**EXTRACTED DATA**
■ ■ ■ ■
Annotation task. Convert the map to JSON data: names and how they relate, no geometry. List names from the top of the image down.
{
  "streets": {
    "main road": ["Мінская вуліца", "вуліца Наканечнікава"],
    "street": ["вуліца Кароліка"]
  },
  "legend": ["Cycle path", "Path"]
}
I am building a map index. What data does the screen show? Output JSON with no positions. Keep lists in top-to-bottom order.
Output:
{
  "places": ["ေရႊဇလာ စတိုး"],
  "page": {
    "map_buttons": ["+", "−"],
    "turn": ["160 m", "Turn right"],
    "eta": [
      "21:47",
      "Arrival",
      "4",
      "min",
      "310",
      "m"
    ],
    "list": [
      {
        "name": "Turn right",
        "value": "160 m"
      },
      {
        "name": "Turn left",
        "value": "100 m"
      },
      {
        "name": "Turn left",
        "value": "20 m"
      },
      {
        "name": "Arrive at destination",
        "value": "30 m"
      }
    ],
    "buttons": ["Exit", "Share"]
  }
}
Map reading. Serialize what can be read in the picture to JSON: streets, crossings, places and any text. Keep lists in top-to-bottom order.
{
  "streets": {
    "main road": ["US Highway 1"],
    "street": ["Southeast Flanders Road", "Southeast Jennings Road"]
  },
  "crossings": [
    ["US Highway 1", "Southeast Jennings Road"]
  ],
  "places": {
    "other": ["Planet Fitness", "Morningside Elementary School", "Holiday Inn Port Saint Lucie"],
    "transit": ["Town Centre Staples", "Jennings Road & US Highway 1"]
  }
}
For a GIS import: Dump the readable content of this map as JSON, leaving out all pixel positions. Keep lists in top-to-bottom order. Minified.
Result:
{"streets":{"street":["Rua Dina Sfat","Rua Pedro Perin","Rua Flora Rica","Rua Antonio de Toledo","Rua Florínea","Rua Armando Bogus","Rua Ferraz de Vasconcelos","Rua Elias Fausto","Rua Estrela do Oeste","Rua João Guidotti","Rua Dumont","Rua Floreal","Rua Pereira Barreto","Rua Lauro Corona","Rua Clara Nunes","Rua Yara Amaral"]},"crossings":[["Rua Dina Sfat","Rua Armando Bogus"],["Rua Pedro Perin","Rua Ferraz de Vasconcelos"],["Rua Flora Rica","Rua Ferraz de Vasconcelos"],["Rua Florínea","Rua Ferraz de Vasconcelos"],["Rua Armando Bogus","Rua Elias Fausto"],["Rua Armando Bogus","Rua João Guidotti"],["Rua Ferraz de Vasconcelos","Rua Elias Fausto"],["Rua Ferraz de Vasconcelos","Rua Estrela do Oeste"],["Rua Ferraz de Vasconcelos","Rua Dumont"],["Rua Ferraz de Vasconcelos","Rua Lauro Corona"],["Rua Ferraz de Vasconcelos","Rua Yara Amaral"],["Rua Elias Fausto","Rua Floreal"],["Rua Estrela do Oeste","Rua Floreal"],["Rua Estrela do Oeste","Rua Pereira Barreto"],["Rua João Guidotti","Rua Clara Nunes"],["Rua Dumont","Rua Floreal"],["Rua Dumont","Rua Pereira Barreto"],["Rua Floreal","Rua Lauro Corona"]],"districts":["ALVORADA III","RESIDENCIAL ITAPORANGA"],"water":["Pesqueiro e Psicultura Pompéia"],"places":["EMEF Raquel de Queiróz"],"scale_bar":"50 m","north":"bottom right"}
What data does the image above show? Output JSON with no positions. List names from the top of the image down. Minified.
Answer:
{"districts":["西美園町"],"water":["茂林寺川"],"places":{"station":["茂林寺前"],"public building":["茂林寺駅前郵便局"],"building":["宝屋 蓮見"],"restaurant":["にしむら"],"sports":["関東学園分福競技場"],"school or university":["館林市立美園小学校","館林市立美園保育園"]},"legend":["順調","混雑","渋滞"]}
■ ■ ■ ■
**WORK TO COMPLETE**
In the entries, find the line containing "What data does the image" and output it and all remaining lines exactly.

**OUTPUT FOR THIS TASK**
What data does the image above show? Output JSON with no positions. List names from the top of the image down. Minified.
Answer:
{"districts":["西美園町"],"water":["茂林寺川"],"places":{"station":["茂林寺前"],"public building":["茂林寺駅前郵便局"],"building":["宝屋 蓮見"],"restaurant":["にしむら"],"sports":["関東学園分福競技場"],"school or university":["館林市立美園小学校","館林市立美園保育園"]},"legend":["順調","混雑","渋滞"]}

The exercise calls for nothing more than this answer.